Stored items

· · · · ·

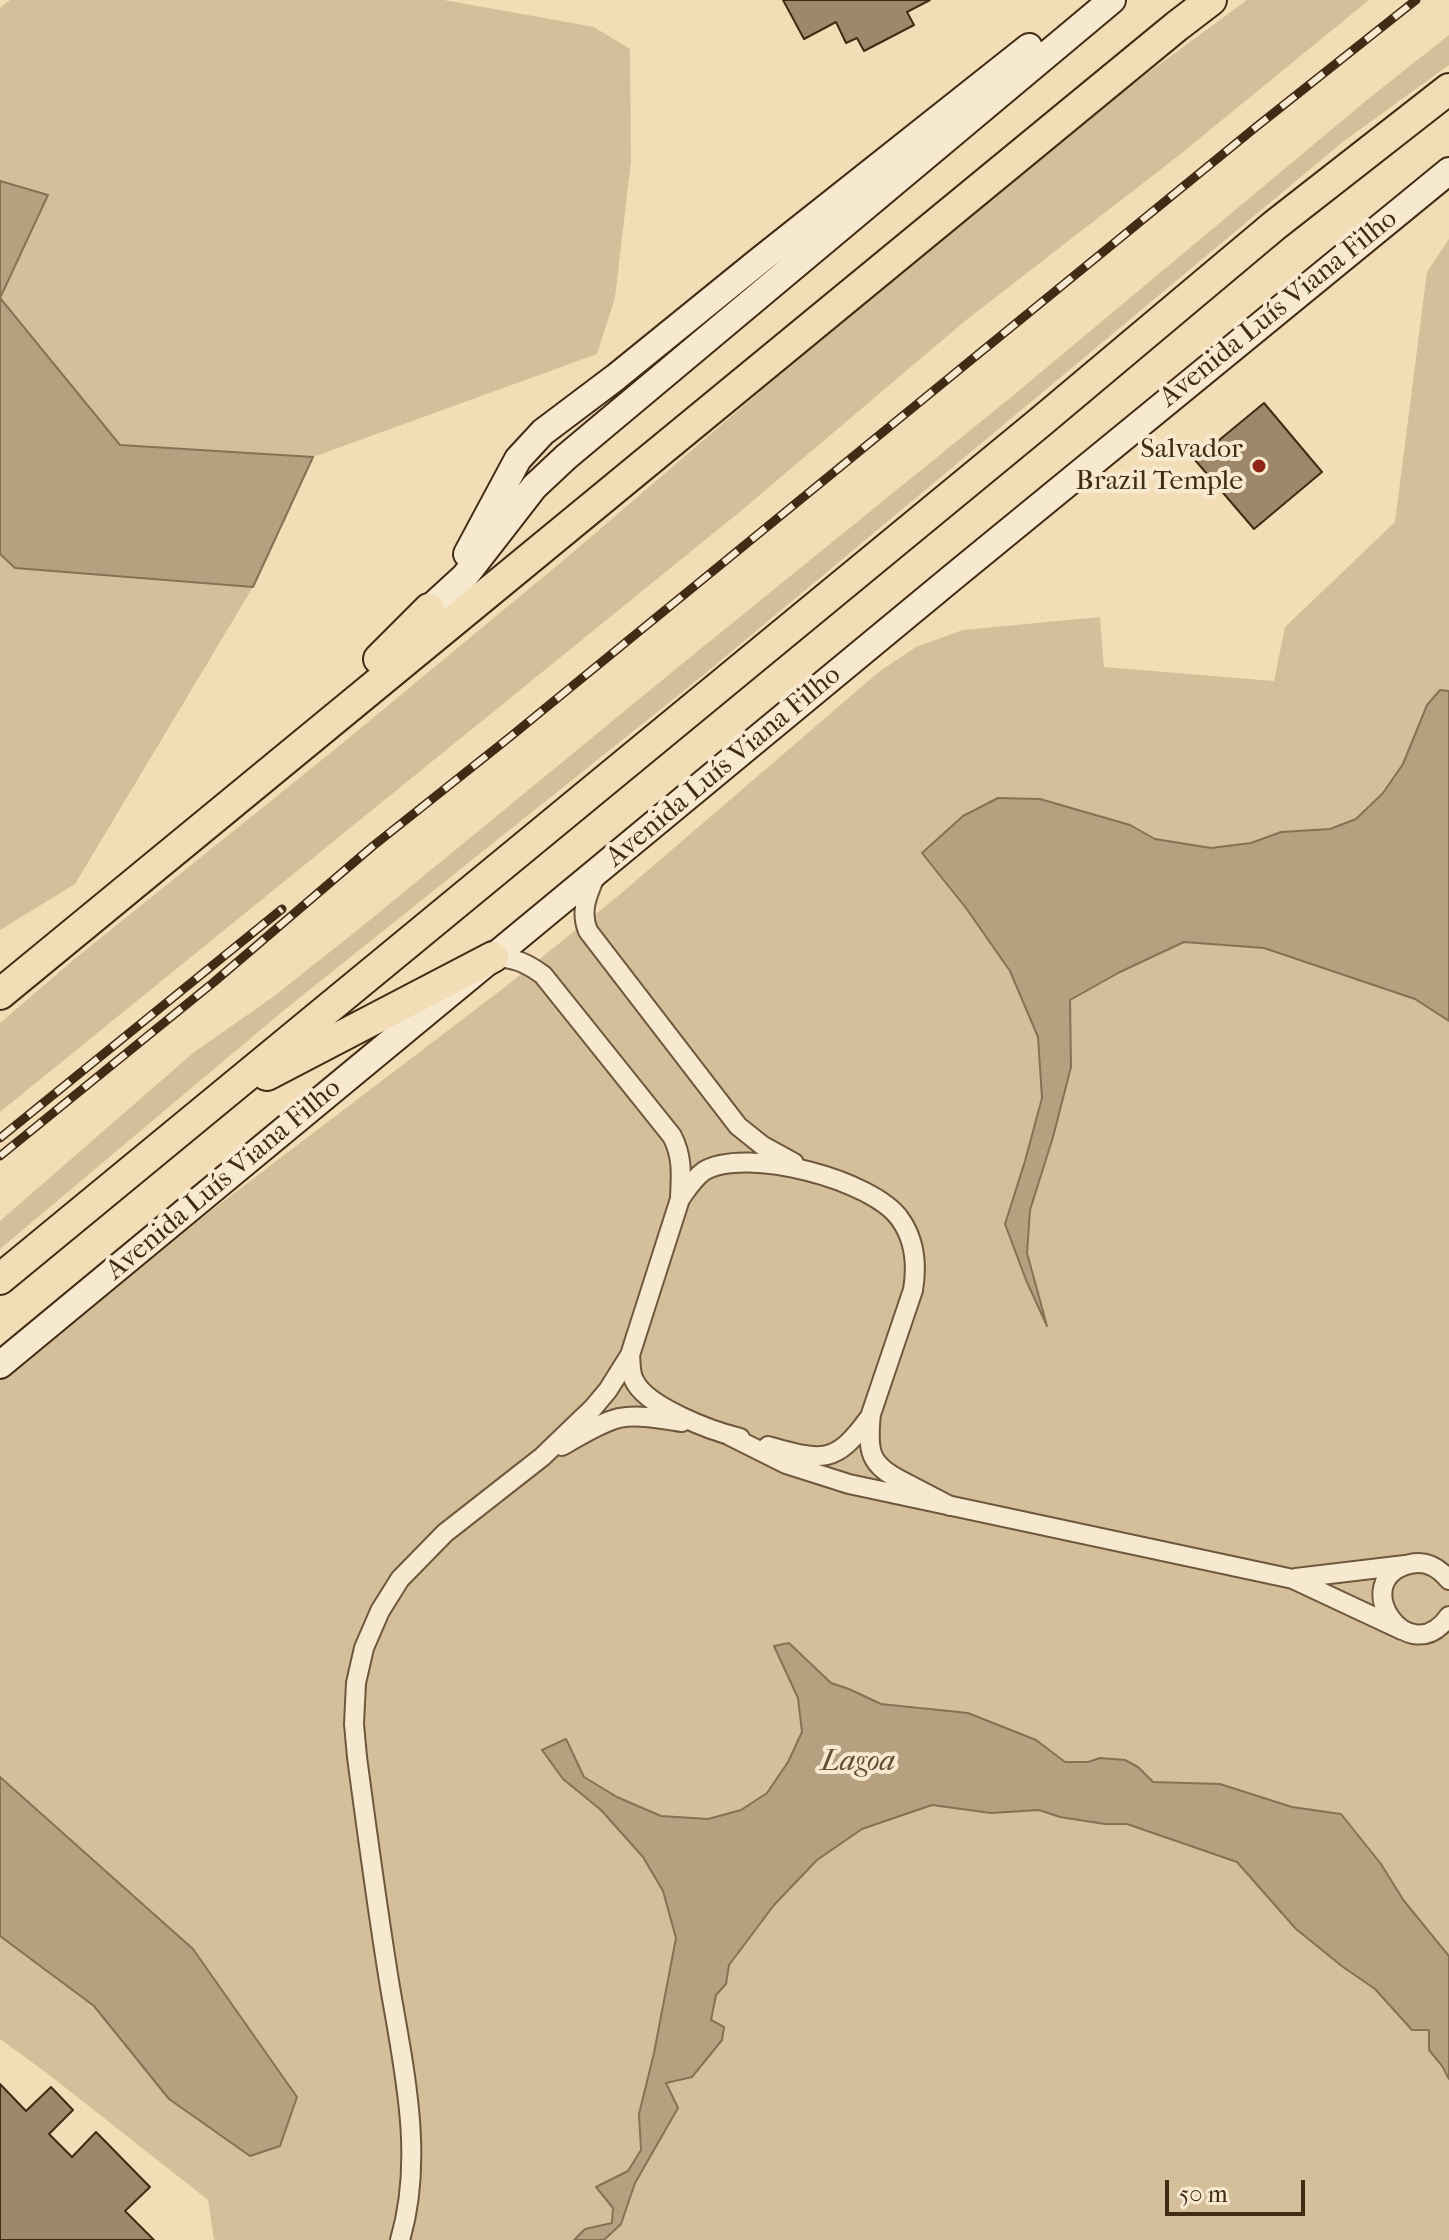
<!DOCTYPE html>
<meta charset="utf-8">
<style>
body{margin:0}
#map{position:relative;width:1449px;height:2240px;overflow:hidden;background:#f3ddb7;font-family:"IM FELL French Canon",serif}
canvas{display:block}
.scale{position:absolute;left:1165px;top:2180px;width:140px;height:36px;box-sizing:border-box;border:4px solid #412b14;border-top:0;padding-left:10px;font-size:24px;line-height:28px;white-space:nowrap;color:#412b14;-webkit-text-stroke:6px #f7e9d0;paint-order:stroke}
</style>
<div id="map">
<canvas width="1449" height="2240"></canvas>
<div class="scale">50 m</div>
</div>
<script>
const ctx = document.querySelector('canvas').getContext('2d');
ctx.lineJoin = 'round';
function fillPath(path, color) { ctx.fillStyle = color; ctx.fill(path, 'evenodd'); }
function stroke(path, color, width, dash) { ctx.strokeStyle = color; ctx.lineWidth = width; ctx.lineCap = dash ? 'butt' : 'round'; ctx.setLineDash(dash || []); ctx.stroke(path); }
function drawText(font, color, halo, rows, align = 'center') {
  ctx.font = font + ' "IM FELL French Canon",serif'; ctx.lineWidth = 8; ctx.setLineDash([]); ctx.textBaseline = 'middle'; ctx.strokeStyle = halo; ctx.fillStyle = color; for (const [text, x, y, turn = 0] of rows) {
    ctx.save(); ctx.translate(x, y); ctx.rotate((+turn || 0) * Math.PI / 180); ctx.textAlign = isNaN(turn) ? turn : align; if (halo) ctx.strokeText(text, 0, 0); ctx.fillText(text, 0, 0); ctx.restore();
  }
}
fillPath(new Path2D(`
 M10,0H444L594,27L630,49L631,161L615,298L597,354L313,457L120,445L0,297L48,195L0,181V8Z
 M1247,0H1369L1178,156L965,321L742,510L0,1112V1023L77,957L344,742L571,554L848,316L1096,111Z
 M1449,35V65L1344,141L701,677L283,1011L0,1249V1221L193,1053L273,997L365,924L688,659L1015,394L1368,99Z
 M1449,239V691L1440,690L1427,705L1403,764L1383,793L1356,819L1330,829L1281,832L1251,843L1211,848L1155,839L1130,825L1040,799L922,853L966,908L1010,971L1038,1037L1042,1098L1025,1161L1005,1224L1026,1280L1045,1320L1027,1253L1030,1210L1053,1137L1071,1067L1070,1000L1120,972L1184,942L1264,948L1415,999L1449,1021V1956L1404,1901L1381,1864L1341,1814L1292,1807L1220,1784L1153,1782L1138,1767L1100,1758L1088,1762H1065L1036,1740L923,1707L881,1704L849,1689L831,1683L789,1643L775,1646L798,1698L802,1731L788,1762L767,1793L741,1810L708,1819L661,1816L617,1797L584,1777L566,1739L563,1779L601,1810L643,1857L663,1891L676,1938L654,2053L639,2114L641,2150L628,2171L613,2208L612,2223L585,2229L574,2240H214L208,2200L48,2074L0,2039V1936L94,2006L169,2099L193,1949L0,1777V1377L174,1239L505,987L618,896L880,671L916,647L963,630L1100,617L1104,667L1274,681L1285,627L1395,522L1427,272Z
 M0,554L15,568L253,587L75,884L0,930Z
 M932,1805L991,1813L1039,1810L1060,1817L1105,1824H1127L1237,1862L1296,1929L1343,1967L1375,1989L1412,2030H1429V2050L1449,2079V2240H604L621,2224L635,2183L656,2148L666,2083L711,2020L716,1995L726,1984L729,1965L746,1940L774,1905L817,1860L862,1829Z`), '#d5bf9b');
const water = new Path2D(`
 M0,181L48,195L0,298L120,445L313,457L253,587L15,568L0,554Z
 M1440,690L1449,691V1021L1415,999L1264,948L1184,942L1120,972L1070,1000L1071,1067L1053,1137L1030,1210L1027,1253L1047,1326L1026,1280L1005,1224L1025,1161L1042,1098L1038,1037L1010,971L966,908L922,853L963,816L998,798L1040,799L1130,825L1155,839L1211,848L1251,843L1281,832L1330,829L1356,819L1383,793L1403,764L1427,705Z
 M789,1643L831,1683L849,1689L881,1704L968,1713L1036,1740L1065,1762H1088L1100,1758L1125,1760L1138,1767L1153,1782L1220,1784L1292,1807L1341,1814L1381,1864L1404,1901L1449,1956V2079L1442,2066L1429,2050V2030H1412L1375,1989L1343,1967L1296,1929L1237,1862L1127,1824H1105L1060,1817L1039,1810L991,1813L932,1805L862,1829L817,1860L774,1905L729,1965L726,1984L716,1995L711,2020L724,2027L722,2040L692,2077L666,2083L678,2108L635,2183L621,2224L604,2240H574L585,2229L612,2223L613,2208L596,2187L628,2171L641,2150L639,2114L654,2053L676,1938L663,1891L643,1857L601,1810L563,1779L542,1750L566,1739L584,1777L617,1797L661,1816L708,1819L741,1810L767,1793L788,1762L802,1732L798,1698L774,1646Z
 M0,1777L193,1949L297,2097L280,2146L250,2156L169,2099L94,2006L0,1936Z`);
fillPath(water, '#b6a080');
stroke(water, '#877155', 2);
const building = new Path2D(`
 M783,0H930L907,12L914,25L864,51L857,38L846,43L836,22L804,39Z
 M1264,403L1322,472L1254,529L1195,460Z
 M0,2084L26,2111L51,2087L73,2110L49,2134L72,2157L96,2132L150,2187L125,2211L154,2240H0Z`);
fillPath(building, '#9e8869');
stroke(building, '#412b14', 2);
const minor = new Path2D(`
 M595,877C587,895 580,912 588,931L738,1126L763,1146L794,1163
 M493,957C515,958 525,962 543,975L672,1136C683,1157 681,1175 680,1198
 M630,1355C631,1363 630,1373 634,1380C646,1407 712,1431 740,1438
 M730,1436L786,1464L849,1484L1293,1579L1402,1630
 M562,1446C580,1436 599,1423 619,1418C639,1414 662,1419 682,1422
 M768,1446C822,1461 835,1465 869,1418
 M1296,1578L1405,1565
 M1449,1580C1439,1568 1427,1560 1410,1564C1346,1579 1408,1674 1449,1616
 M400,2240C425,2156 403,2065 389,1981C377,1906 367,1832 357,1757L354,1724L356,1683L364,1648L380,1611L400,1579L445,1533L542,1457L593,1408L608,1390L630,1355L680,1199C687,1189 694,1178 704,1171C746,1146 873,1180 900,1219C915,1240 917,1266 913,1290L871,1414C867,1452 869,1465 904,1482C919,1490 935,1498 950,1506`);
const secondary = new Path2D(`
 M467,554L518,459L543,432L616,377L759,261L1029,47
 M429,609L465,576L534,487L566,457L1112,0
 M0,1365L953,577L1449,171`);
const trunk = new Path2D(`
 M379,659L429,609
 M0,994L1177,26L1211,0
 M267,1075L493,957
 M0,1279L1038,424L1275,225L1449,89`);
stroke(minor, '#6e583d', 22);
stroke(secondary, '#412b14', 30);
stroke(trunk, '#412b14', 34);
stroke(minor, '#f7e9d0', 18);
stroke(secondary, '#f7e9d0', 26);
stroke(trunk, '#f3ddb7', 30);
const rail = new Path2D(`
 M0,1138L282,909
 M0,1156L214,982L373,846L510,737L1256,127L1416,0`);
stroke(rail, '#412b14', 9);
stroke(rail, '#f7e9d0', 6, [18]);
for (const [x, y, r, color] of [
 [1259,466,8,"#8f2418"]
]) { const dot = new Path2D(); dot.arc(x, y, r, 0, 2 * Math.PI); ctx.fillStyle = color; ctx.fill(dot); stroke(dot, '#f7e9d0', 3); }
drawText('28px', '#412b14', '#f7e9d0', [
 ["Avenida Luís Viana Filho",1279,309,-39],
 ["Avenida Luís Viana Filho",724,767,-40],
 ["Avenida Luís Viana Filho",224,1180,-40]
]);
drawText('28px', '#412b14', '#f7e9d0', [
 ["Salvador",1243,450],
 ["Brazil Temple",1243,482]
], 'right');
drawText('italic 30px', '#644e34', '#f7e9d0', [
 ["Lagoa",858,1763]
]);
</script>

· · · · ·

**Exercise objective:** Every line above that has the string "lineWidth" needs to be copied.

**Finished exercise:**
function stroke(path, color, width, dash) { ctx.strokeStyle = color; ctx.lineWidth = width; ctx.lineCap = dash ? 'butt' : 'round'; ctx.setLineDash(dash || []); ctx.stroke(path); }
  ctx.font = font + ' "IM FELL French Canon",serif'; ctx.lineWidth = 8; ctx.setLineDash([]); ctx.textBaseline = 'middle'; ctx.strokeStyle = halo; ctx.fillStyle = color; for (const [text, x, y, turn = 0] of rows) {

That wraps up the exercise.